Angewandte Chemie International Edition
Copyright © 2014 WILEY-VCH Verlag GmbH & Co. KGaA, Weinheim
For full article and contact information, see Angew. Chem. Int. Ed. 2002, 41 (22), 4241 - 4244
Better Help for Blood Poisoning?
A new approach for fighting endotoxic shock
through active immunization with an endotoxin analogue
Even today, some 50 % of blood poisoning cases are fatal. According to the Center for Disease Control and Prevention, septic shock is one of the ten most common causes of death in the United States. Treatment has thus far been very limited. Now a team of researchers working with Kim D. Janda and Paul Wentworth, Jr. at the Scripps Research Institute in La Jolla has developed a highly promising new therapeutic approach.

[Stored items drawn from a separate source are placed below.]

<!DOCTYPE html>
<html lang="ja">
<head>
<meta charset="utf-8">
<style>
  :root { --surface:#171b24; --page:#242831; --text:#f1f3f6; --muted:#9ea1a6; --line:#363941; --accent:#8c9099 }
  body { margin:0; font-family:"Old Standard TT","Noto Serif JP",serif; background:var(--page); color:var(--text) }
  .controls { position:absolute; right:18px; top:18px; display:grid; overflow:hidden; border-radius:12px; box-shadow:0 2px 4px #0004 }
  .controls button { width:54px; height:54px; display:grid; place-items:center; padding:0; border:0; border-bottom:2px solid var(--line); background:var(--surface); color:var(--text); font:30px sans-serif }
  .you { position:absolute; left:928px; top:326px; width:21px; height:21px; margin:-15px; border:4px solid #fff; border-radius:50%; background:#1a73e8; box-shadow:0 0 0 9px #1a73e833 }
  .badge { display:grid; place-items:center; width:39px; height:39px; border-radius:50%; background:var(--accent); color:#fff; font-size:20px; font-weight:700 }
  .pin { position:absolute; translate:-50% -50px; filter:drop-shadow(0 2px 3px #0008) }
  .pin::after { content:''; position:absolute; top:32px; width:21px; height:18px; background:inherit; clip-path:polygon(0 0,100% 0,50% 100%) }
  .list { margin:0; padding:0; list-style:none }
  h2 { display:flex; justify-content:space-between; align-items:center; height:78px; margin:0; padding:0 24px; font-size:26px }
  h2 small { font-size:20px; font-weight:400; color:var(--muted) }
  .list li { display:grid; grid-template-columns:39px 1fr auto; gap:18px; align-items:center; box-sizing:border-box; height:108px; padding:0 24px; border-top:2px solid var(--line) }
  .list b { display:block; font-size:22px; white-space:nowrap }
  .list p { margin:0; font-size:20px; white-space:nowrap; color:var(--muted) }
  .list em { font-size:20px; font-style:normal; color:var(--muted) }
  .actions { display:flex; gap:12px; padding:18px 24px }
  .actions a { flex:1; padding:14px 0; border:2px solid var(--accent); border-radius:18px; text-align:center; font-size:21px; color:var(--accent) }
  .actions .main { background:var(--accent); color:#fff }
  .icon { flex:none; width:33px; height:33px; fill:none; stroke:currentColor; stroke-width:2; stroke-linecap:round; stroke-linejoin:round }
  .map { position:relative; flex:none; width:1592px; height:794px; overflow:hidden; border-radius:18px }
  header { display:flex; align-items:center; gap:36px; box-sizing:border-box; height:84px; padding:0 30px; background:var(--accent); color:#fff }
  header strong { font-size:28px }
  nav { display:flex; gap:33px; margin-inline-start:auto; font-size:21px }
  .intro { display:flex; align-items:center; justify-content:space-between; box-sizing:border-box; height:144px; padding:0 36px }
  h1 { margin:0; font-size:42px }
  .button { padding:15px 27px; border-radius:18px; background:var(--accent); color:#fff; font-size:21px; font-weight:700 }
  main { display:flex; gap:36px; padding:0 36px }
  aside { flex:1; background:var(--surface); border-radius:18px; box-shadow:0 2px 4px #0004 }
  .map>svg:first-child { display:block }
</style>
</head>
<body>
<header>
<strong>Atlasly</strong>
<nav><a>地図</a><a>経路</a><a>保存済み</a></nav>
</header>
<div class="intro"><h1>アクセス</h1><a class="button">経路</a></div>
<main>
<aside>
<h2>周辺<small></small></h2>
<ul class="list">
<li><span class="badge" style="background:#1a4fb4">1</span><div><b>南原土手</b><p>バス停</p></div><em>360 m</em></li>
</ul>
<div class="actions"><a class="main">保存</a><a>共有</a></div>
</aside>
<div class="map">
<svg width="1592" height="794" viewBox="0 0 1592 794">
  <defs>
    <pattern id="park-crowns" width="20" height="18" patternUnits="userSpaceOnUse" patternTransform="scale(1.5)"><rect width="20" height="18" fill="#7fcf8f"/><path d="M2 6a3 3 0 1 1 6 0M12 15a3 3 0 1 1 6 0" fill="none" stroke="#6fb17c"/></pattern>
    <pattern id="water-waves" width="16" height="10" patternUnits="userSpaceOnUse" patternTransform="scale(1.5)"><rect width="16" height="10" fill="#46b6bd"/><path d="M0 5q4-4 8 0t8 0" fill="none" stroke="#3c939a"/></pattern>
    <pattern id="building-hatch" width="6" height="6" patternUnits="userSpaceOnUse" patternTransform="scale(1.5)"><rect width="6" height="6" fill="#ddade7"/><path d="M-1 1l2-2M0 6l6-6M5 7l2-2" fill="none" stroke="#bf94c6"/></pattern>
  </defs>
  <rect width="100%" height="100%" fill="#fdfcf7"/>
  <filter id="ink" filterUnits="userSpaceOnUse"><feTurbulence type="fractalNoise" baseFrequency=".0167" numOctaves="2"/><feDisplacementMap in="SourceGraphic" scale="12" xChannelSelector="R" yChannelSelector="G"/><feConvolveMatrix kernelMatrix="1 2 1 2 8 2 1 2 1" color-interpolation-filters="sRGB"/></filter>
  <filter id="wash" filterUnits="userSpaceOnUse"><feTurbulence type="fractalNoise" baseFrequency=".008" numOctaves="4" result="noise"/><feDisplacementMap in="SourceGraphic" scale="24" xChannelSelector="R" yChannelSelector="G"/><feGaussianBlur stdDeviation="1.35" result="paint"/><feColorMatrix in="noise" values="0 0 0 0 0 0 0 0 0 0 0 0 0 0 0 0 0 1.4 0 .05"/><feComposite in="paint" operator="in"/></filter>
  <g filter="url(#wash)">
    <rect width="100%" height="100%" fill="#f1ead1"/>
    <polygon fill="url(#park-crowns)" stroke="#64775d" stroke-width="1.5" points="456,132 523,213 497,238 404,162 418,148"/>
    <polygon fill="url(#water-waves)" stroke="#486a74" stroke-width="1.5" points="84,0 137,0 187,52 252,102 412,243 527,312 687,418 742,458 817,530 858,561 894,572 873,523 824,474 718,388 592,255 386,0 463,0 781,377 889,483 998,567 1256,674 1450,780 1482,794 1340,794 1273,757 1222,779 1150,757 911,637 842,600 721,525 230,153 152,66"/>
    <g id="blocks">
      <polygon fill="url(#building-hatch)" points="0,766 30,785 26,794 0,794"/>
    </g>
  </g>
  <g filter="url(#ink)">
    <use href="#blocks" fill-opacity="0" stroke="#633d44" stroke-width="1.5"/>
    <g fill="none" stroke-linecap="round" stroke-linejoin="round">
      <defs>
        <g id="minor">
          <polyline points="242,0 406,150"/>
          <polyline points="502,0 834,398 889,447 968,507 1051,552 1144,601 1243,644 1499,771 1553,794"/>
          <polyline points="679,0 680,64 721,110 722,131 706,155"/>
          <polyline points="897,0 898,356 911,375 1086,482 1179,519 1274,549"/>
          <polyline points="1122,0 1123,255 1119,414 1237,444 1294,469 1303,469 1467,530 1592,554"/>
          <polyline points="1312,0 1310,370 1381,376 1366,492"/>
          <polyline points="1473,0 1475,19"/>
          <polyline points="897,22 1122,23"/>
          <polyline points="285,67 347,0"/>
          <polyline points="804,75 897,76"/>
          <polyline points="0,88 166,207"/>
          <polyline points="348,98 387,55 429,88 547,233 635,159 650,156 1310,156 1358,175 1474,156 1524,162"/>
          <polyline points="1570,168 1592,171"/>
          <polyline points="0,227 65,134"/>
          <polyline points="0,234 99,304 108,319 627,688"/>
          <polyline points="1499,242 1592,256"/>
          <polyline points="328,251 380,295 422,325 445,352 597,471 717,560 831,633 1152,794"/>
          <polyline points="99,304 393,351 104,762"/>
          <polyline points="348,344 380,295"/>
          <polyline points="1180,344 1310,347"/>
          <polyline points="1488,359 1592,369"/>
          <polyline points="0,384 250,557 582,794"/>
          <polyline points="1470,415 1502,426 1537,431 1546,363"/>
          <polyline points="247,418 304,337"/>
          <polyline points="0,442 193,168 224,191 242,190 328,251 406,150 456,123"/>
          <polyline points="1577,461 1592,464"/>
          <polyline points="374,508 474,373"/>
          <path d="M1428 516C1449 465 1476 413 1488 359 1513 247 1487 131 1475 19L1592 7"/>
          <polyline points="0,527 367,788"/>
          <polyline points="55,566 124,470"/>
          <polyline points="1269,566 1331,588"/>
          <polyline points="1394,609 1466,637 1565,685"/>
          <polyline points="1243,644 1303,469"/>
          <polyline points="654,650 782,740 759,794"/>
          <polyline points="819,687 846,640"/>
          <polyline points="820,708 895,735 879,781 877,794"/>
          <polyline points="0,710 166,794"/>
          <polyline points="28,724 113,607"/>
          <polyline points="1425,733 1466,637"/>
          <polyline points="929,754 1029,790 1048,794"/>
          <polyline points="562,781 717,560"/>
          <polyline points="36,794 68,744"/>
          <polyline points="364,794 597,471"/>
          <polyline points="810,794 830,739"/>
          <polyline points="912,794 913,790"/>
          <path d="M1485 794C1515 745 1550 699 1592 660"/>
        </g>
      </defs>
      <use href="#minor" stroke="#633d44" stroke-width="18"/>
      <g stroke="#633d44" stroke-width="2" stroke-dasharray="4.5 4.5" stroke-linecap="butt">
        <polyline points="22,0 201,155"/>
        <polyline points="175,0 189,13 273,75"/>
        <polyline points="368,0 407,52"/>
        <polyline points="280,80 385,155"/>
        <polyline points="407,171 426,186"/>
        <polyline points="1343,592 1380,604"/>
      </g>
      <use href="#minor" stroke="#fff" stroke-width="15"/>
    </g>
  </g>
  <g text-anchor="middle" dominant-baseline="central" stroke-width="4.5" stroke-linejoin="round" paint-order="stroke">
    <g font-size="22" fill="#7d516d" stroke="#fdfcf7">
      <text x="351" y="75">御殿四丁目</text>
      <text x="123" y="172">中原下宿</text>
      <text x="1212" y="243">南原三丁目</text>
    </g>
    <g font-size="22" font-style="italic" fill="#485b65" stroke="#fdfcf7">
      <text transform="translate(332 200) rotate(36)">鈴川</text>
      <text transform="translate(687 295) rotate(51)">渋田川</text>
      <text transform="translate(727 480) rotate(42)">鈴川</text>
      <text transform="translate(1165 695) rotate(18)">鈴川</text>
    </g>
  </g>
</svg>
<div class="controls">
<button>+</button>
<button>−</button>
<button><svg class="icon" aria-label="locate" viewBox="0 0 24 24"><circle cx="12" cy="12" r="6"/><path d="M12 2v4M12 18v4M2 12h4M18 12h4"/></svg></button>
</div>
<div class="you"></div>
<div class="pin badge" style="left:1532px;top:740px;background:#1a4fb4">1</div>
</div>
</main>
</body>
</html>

The life-threatening state of shock in the course of blood poisoning brought on by gram-negative bacteria is triggered by endotoxins. These are lipopolysaccharides (LPS), building blocks of the bacterial cell membrane that are released as the bacteria die. Lipid A, the lipid component of the LPS, is the primary cause of the toxicity. Lipid A triggers a panic-like immune reaction in the body, which can ultimately lead to circulatory failure and multiple organ failure. The dilemma is this: on the one hand, in order to stop the bacterial growth, antibiotics must be administered; on the other hand, the death of the bacteria through antibiotics leads to increased release of endotoxins. Also, it is not possible to inactivate lipid A, a carbohydrate, by means of passive immunization through the administration of antibodies. The Californian researchers now propose using active immunization. This means that they want the patient’s body itself to produce antibodies for lipid A. For this to work, the immune system must be outsmarted. The scientists have synthesized a slightly altered version of lipid A containing phosphonate groups, which allows for easier production of antibodies. Also, they have coupled this new lipid to keyhole lipid hemocyanin (KLH), a protein that is obtained from a Californian sea snail and a "workhorse" of immunological research. This protein is known to be a strong antigen, which means that antibodies to KLH are easily produced.
Trials have shown that mice do produce antibodies to the conjugate of KLH and the lipid-A derivative. These antibodies can also recognize "real" bacterial lipid A in the mouse’s blood and can take it out of action. This study brings hope that an effective treatment for endotoxic shock can be developed along these lines.